Discomfort and Sharing
April 30, 2017
In mid-April, I spent a couple of days at the Governor’s Data Analytics Summit and pre-summit workshop. About 400 people attended representing state government, higher education, local government, nonprofits, and tech companies. (You can see the relevant tweets here https://twitter.com/hashtag/gdas2017?f=tweets&vertical=default) I gave a couple of presentations about VLDS (overview and data governance). Overall, it was a good event with lots of material for thought. What impressed me the most during the two days were the thoughtfulness about data governance and how data analytics are changing the way organizations work. By and large they are all trying to use data to improve the world.

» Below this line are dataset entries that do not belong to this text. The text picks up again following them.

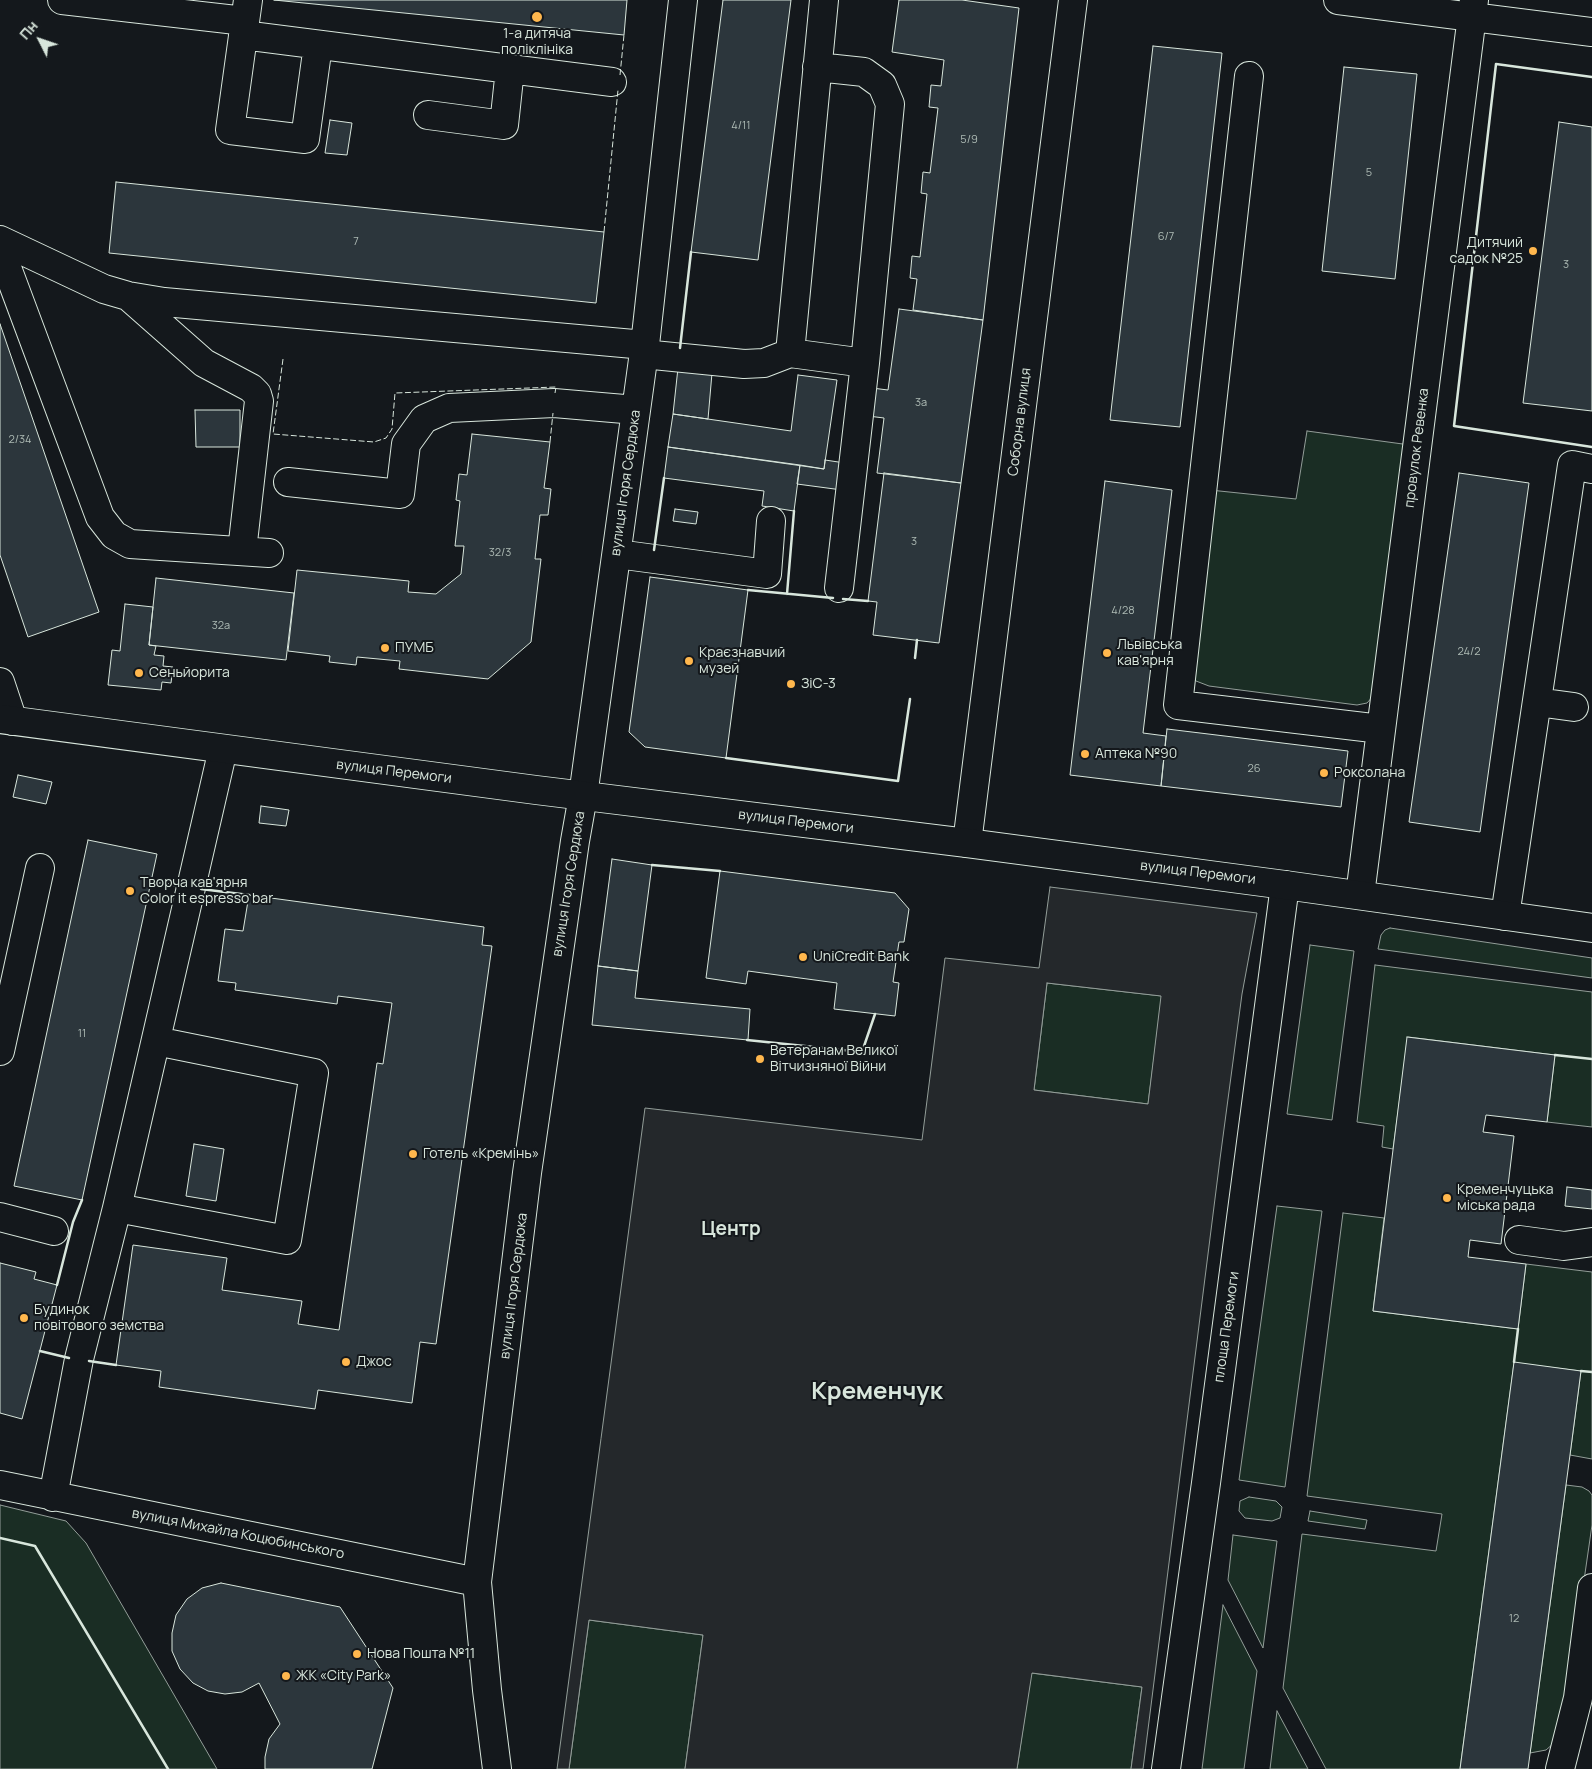 <!DOCTYPE html>
<meta charset="utf-8">
<style>
body{margin:0}
#map{position:relative;width:1592px;height:1769px;overflow:hidden;background:#14181c;font-family:Manrope,sans-serif}
canvas{display:block}
.north{position:absolute;left:15px;top:15px;width:50px;height:50px;-webkit-text-stroke:4px #14181c;paint-order:stroke;rotate:311deg;font-size:14px;font-weight:700;line-height:20px;text-align:center;color:#d8e6dc}
.north::after{content:'';display:block;margin:auto;width:18px;height:22px;background:#d8e6dc;clip-path:polygon(50% 0,100% 100%,50% 72%,0 100%)}
</style>
<div id="map">
<canvas width="1592" height="1769"></canvas>
<div class="north">Пн</div>
</div>
<script>
const ctx = document.querySelector('canvas').getContext('2d');
ctx.lineJoin = 'round';
function paint(path, color) {
  ctx.fillStyle = color;
  ctx.fill(path, 'evenodd');
}
function toPath(rows) {
  const path = new Path2D();
  for (const r of rows) {
    path.moveTo(r[0], r[1]);
    for (let i = 2; i < r.length; i += 2) path.lineTo(r[i], r[i + 1]);
  }
  return path;
}
function strokePath(path, color, width, dash) {
  ctx.strokeStyle = color;
  ctx.lineWidth = width;
  ctx.lineCap = dash ? 'butt' : 'round';
  ctx.setLineDash(dash || []);
  ctx.stroke(path);
}
function drawText(font, color, halo, rows, align = 'center') {
  ctx.font = font + ' Manrope,sans-serif';
  ctx.lineWidth = 4;
  ctx.setLineDash([]);
  ctx.textBaseline = 'middle';
  ctx.strokeStyle = halo;
  ctx.fillStyle = color;
  for (const [text, x, y, turn = 0] of rows) {
    ctx.save();
    ctx.translate(x, y);
    ctx.rotate((+turn || 0) * Math.PI / 180);
    ctx.textAlign = isNaN(turn) ? turn : align;
    if (halo) ctx.strokeText(text, 0, 0);
    ctx.fillText(text, 0, 0);
    ctx.restore();
  }
}
const green = toPath([
 [1307,431,1410,445,1375,694,1367,703,1357,705,1209,686,1196,681,1187,670,1210,490,1296,499,1307,431],
 [1390,928,1592,958,1592,978,1378,949,1381,935,1385,930,1390,928],
 [1310,945,1354,951,1332,1120,1287,1114,1310,945],
 [1375,965,1592,992,1592,1127,1547,1122,1555,1055,1408,1037,1393,1149,1382,1147,1384,1126,1357,1122,1375,965],
 [1047,983,1162,996,1148,1104,1034,1090,1047,983],
 [1277,1206,1322,1211,1285,1487,1239,1480,1277,1206],
 [1343,1213,1384,1218,1373,1311,1518,1329,1526,1264,1592,1272,1592,1459,1570,1455,1581,1371,1514,1363,1460,1769,1326,1769,1283,1688,1302,1534,1436,1551,1442,1514,1307,1496,1343,1213],
 [1566,1485,1582,1487,1589,1491,1592,1495,1592,1525,1562,1733,1554,1743,1546,1750,1530,1753,1566,1485],
 [1249,1497,1276,1501,1282,1507,1280,1518,1272,1521,1245,1518,1239,1511,1240,1501,1249,1497],
 [0,1505,66,1521,86,1543,217,1769,0,1769,0,1505],
 [1310,1511,1367,1520,1365,1529,1308,1521,1310,1511],
 [1233,1535,1277,1541,1263,1648,1228,1580,1233,1535],
 [1223,1605,1257,1671,1244,1769,1202,1769,1223,1605],
 [589,1620,703,1635,685,1769,569,1769,589,1620],
 [1031,1673,1142,1687,1131,1769,1017,1769,1031,1673],
 [1277,1711,1308,1769,1270,1769,1277,1711]
]);
paint(green, '#1a2d24');
strokePath(green, '#939e99', 1);
const parking = toPath([
 [1050,887,1257,913,1242,994,1220,1159,1143,1769,1131,1769,1142,1687,1032,1673,1017,1769,685,1769,703,1635,589,1620,569,1769,557,1769,645,1108,922,1140,945,958,1039,968,1050,887],
 [1047,983,1161,996,1148,1104,1034,1090,1047,983]
]);
paint(parking, '#24282b');
strokePath(parking, '#939e99', 1);
const building = toPath([
 [274,0,627,0,624,35,274,0],
 [723,0,791,0,758,260,691,252,723,0],
 [899,0,962,0,1019,8,983,320,913,310,917,279,910,278,912,256,920,257,927,194,921,193,923,172,930,173,938,108,929,107,931,85,941,86,944,60,892,52,899,0],
 [1153,46,1222,53,1180,427,1110,420,1153,46],
 [1344,67,1417,74,1395,279,1322,271,1344,67],
 [330,120,352,123,347,155,325,153,330,120],
 [1559,122,1592,127,1592,411,1523,403,1559,122],
 [116,182,604,232,596,303,109,253,116,182],
 [899,309,983,320,961,483,877,473,884,418,868,416,872,388,888,390,899,309],
 [0,324,99,612,28,637,0,555,0,324],
 [678,368,712,373,708,419,673,414,678,368],
 [798,375,837,380,824,469,668,447,673,414,791,431,798,375],
 [195,410,240,410,240,447,196,447,195,410],
 [472,434,550,442,544,488,551,489,548,515,540,515,535,559,541,559,531,642,488,679,399,669,400,661,357,657,356,665,329,662,330,656,288,651,297,570,409,581,408,592,436,594,461,574,464,546,455,546,460,501,456,500,459,474,467,475,472,434],
 [668,447,800,465,794,511,762,506,764,491,664,478,668,447],
 [825,460,845,463,842,490,797,484,800,465,824,469,825,460],
 [884,473,961,483,939,643,873,635,877,602,868,601,884,473],
 [1459,473,1529,483,1480,832,1409,822,1459,473],
 [1105,481,1172,490,1143,733,1166,736,1161,786,1070,775,1105,481],
 [675,509,698,512,696,524,673,521,675,509],
 [650,577,748,590,726,758,645,747,629,732,650,577],
 [156,578,294,593,286,660,149,645,156,578],
 [125,604,153,607,149,645,156,646,154,655,164,656,163,666,173,667,171,683,162,682,161,690,108,685,112,650,120,651,125,604],
 [1167,729,1348,751,1341,807,1161,786,1167,729],
 [18,775,52,782,46,804,13,797,18,775],
 [261,806,289,810,286,826,259,823,261,806],
 [88,840,157,854,82,1200,14,1186,88,840],
 [612,859,652,865,638,971,598,966,612,859],
 [720,871,895,893,909,909,904,942,899,942,893,982,899,983,895,1016,834,1009,837,983,748,971,746,984,706,978,720,871],
 [249,895,484,927,482,945,492,946,436,1344,420,1342,412,1403,318,1390,315,1409,159,1387,161,1371,116,1365,133,1245,227,1258,222,1290,302,1301,298,1324,339,1330,377,1063,383,1064,392,1003,338,996,337,1004,235,990,236,983,218,981,225,929,243,931,249,895],
 [598,966,638,971,635,998,750,1009,748,1040,592,1025,598,966],
 [1407,1037,1555,1055,1547,1122,1486,1115,1483,1132,1514,1136,1501,1244,1470,1240,1468,1257,1526,1264,1518,1329,1373,1311,1407,1037],
 [194,1144,224,1149,216,1201,186,1196,194,1144],
 [1567,1187,1592,1190,1592,1209,1565,1206,1567,1187],
 [0,1263,36,1272,34,1279,57,1285,22,1419,0,1413,0,1263],
 [1514,1362,1581,1371,1570,1455,1528,1769,1460,1769,1514,1362],
 [221,1583,340,1607,393,1688,372,1769,265,1769,265,1757,269,1739,280,1724,259,1683,242,1692,225,1694,208,1691,193,1683,180,1669,172,1651,172,1633,176,1615,187,1599,202,1588,221,1583]
]);
paint(building, '#2c363c');
strokePath(building, '#d8e6dc', 1);
const minor = toPath([
 [62,0,245,21],
 [248,0,230,130,305,139,318,45],
 [1338,0,1592,32],
 [243,35,612,82],
 [817,67,864,72,882,85,890,104,865,363,839,588],
 [1249,76,1178,705,1381,729],
 [428,115,504,125,510,69],
 [0,240,104,289,128,296,164,302,645,345],
 [0,249,100,517,114,535,130,544,269,553],
 [128,296,204,363,251,388,257,394,259,401,242,551],
 [790,353,824,0],
 [643,354,744,364,764,363,790,353,865,363],
 [288,482,400,494,406,444,424,419,449,408,554,403,636,410],
 [617,554,767,574,771,521],
 [0,682,13,721],
 [1537,702,1574,707],
 [967,843,1073,0],
 [1360,895,1474,0],
 [1505,916,1572,465,1592,469],
 [0,1051,40,868],
 [117,1208,287,1240,314,1073,156,1041],
 [0,1217,54,1231],
 [1519,1240,1564,1246,1592,1242],
 [0,1485,477,1582],
 [53,1497,79,1359,117,1208,223,749],
 [497,1769,487,1690,477,1582,527,1173,575,841,583,796,645,345,683,0],
 [1166,1769,1206,1483,1285,885],
 [1560,1769,1578,1698,1592,1588]
]);
const major = toPath([
 [0,719,536,790,967,843,1285,885,1592,928]
]);
strokePath(minor, '#d8e6dc', 30);
strokePath(major, '#d8e6dc', 30);
strokePath(minor, '#14181c', 28);
strokePath(major, '#14181c', 28);
strokePath(toPath([
 [620,75,624,35],
 [604,232,618,90],
 [283,359,273,434,374,442,386,438,392,429,395,393,556,387,555,393],
 [550,442,553,413]
]), '#d8e6dc', 1, [6, 2.5]);
strokePath(toPath([
 [1592,77,1496,64,1454,426,1592,447],
 [680,348,691,252],
 [654,550,664,478],
 [748,590,833,598],
 [787,594,794,511],
 [843,599,868,601],
 [915,658,917,640],
 [726,758,898,781,910,699],
 [652,865,720,871],
 [151,882,182,886],
 [201,889,249,895],
 [747,1040,862,1052,875,1014],
 [1555,1055,1592,1059],
 [57,1285,73,1222,82,1200],
 [40,1351,69,1358],
 [89,1361,116,1365],
 [1514,1362,1518,1329],
 [1581,1371,1592,1372],
 [0,1538,35,1546,168,1769]
]), '#d8e6dc', 2.5);
for (const [x, y, r, color] of [
 [537,17,6,"#ffb74d"],
 [1533,251,5,"#ffb74d"],
 [385,648,5,"#ffb74d"],
 [1107,653,5,"#ffb74d"],
 [689,661,5,"#ffb74d"],
 [139,673,5,"#ffb74d"],
 [791,684,5,"#ffb74d"],
 [1085,754,5,"#ffb74d"],
 [1324,773,5,"#ffb74d"],
 [130,891,5,"#ffb74d"],
 [803,957,5,"#ffb74d"],
 [760,1059,5,"#ffb74d"],
 [413,1154,5,"#ffb74d"],
 [1447,1198,5,"#ffb74d"],
 [24,1318,5,"#ffb74d"],
 [346,1362,5,"#ffb74d"],
 [357,1654,5,"#ffb74d"],
 [286,1676,5,"#ffb74d"]
]) {
  const dot = new Path2D();
  dot.arc(x, y, r, 0, 2 * Math.PI);
  ctx.fillStyle = color;
  ctx.fill(dot);
  strokePath(dot, '#14181c', 2);
}
drawText('11px', '#adbab4', null, [
 ["4/11",741,126],
 ["5/9",969,140],
 ["5",1369,173],
 ["6/7",1166,237],
 ["7",356,242],
 ["3",1566,265],
 ["3а",921,403],
 ["2/34",20,440],
 ["3",914,542],
 ["32/3",500,553],
 ["4/28",1123,611],
 ["32а",221,626],
 ["24/2",1469,652],
 ["26",1254,769],
 ["11",82,1034],
 ["12",1514,1619]
]);
drawText('14px', '#d8e6dc', '#14181c', [
 ["1-а дитяча",537,34,"center"],
 ["поліклініка",537,50,"center"],
 ["Дитячий",1523,243,"right"],
 ["садок №25",1523,259,"right"],
 ["Львiвська",1117,645],
 ["кав'ярня",1117,661],
 ["ПУМБ",395,648],
 ["Краєзнавчий",699,653],
 ["музей",699,669],
 ["Сеньйорита",149,673],
 ["ЗіС-3",801,684],
 ["Аптека №90",1095,754],
 ["Роксолана",1334,773],
 ["Творча кав'ярня",140,883],
 ["Color it espresso bar",140,899],
 ["UniCredit Bank",813,957],
 ["Ветеранам Великої",770,1051],
 ["Вітчизняної Війни",770,1067],
 ["Готель «Кремінь»",423,1154],
 ["Кременчуцька",1457,1190],
 ["міська рада",1457,1206],
 ["Будинок",34,1310],
 ["повітового земства",34,1326],
 ["Джос",356,1362],
 ["Нова Пошта №11",367,1654],
 ["ЖК «City Park»",296,1676]
], 'left');
drawText('14px', '#d8e6dc', '#14181c', [
 ["Соборна вулиця",1020,422,-83],
 ["провулок Ревенка",1417,448,-83],
 ["вулиця Ігоря Сердюка",626,483,-82],
 ["вулиця Перемоги",394,772,7],
 ["вулиця Перемоги",796,822,7],
 ["вулиця Перемоги",1198,873,7],
 ["вулиця Ігоря Сердюка",569,884,-81],
 ["вулиця Ігоря Сердюка",514,1286,-83],
 ["площа Перемоги",1227,1327,-82],
 ["вулиця Михайла Коцюбинського",238,1534,11]
]);
drawText('bold 19px', '#d8e6dc', '#14181c', [
 ["Центр",731,1230]
]);
drawText('bold 24px', '#d8e6dc', '#14181c', [
 ["Кременчук",877,1392]
]);
</script>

What we are trying to do with VLDS, using shared data to improve policy recommendations and help all Virginians find the level of excellence they seek in their lives, is a challenging endeavor because sharing can be scary, or at least uncomfortable. There is always discomfort in the unknown. Within our agencies we get to know our data pretty well. We understand its context, provenance, and limits. We have a sense of what it can do. When we share data with other agencies, especially through sharing only de-identified data consistent with our privacy promise, state, and federal law, there is no telling what we might learn. The worst possibility being that long-held policy initiatives might be producing exactly the wrong results. Or that we’ve spent five times more money than needed to accomplish the same outcome. While we have not uncovered such results, we recognize these findings are possible. If they exist, we hope to find them and develop alternatives.
Those are big scary things. On a smaller scale we might learn that we have been measuring the wrong things. We actually assume this to be the case to some degree and that is why we are sharing data, to improve what we are measuring. None of us want to learn that the things we have historically measured or counted just don’t matter. The numbers might look good on paper and seem like they make sense, but could still be wrong. We are open to this, we challenge ourselves to learn these things, but it just isn’t always comfortable.
The important thing is that we are actively looking. We are up to the challenge. We are also pushing to expand our knowledge of the data. Our self-imposed deadlines for our first suite of reports that will expand the understanding of our shared data and the citizen interactions across agencies has come and gone. The reason for this is simple – we are learning more and more about the differences in the agencies and how they collect and define data. There are also challenges in how we think about merging academic year data with fiscal year data. And dozens of other trivial challenges that become less trivial across millions of records. Each new iteration brings closer to the final. It is exacting work requiring patience and a willingness to grasp tedious complexity.
Finally, understanding why something is what it is takes time. When we run across something that doesn’t fit our expectations, we have to investigate. We spend hours tracing aggregations back to their source calculations, running models to find the flaw or verify what surprised us. Its detective work and fun. We’re learning every single time we work with the data. This is what we are about – learning. And trying to make a difference.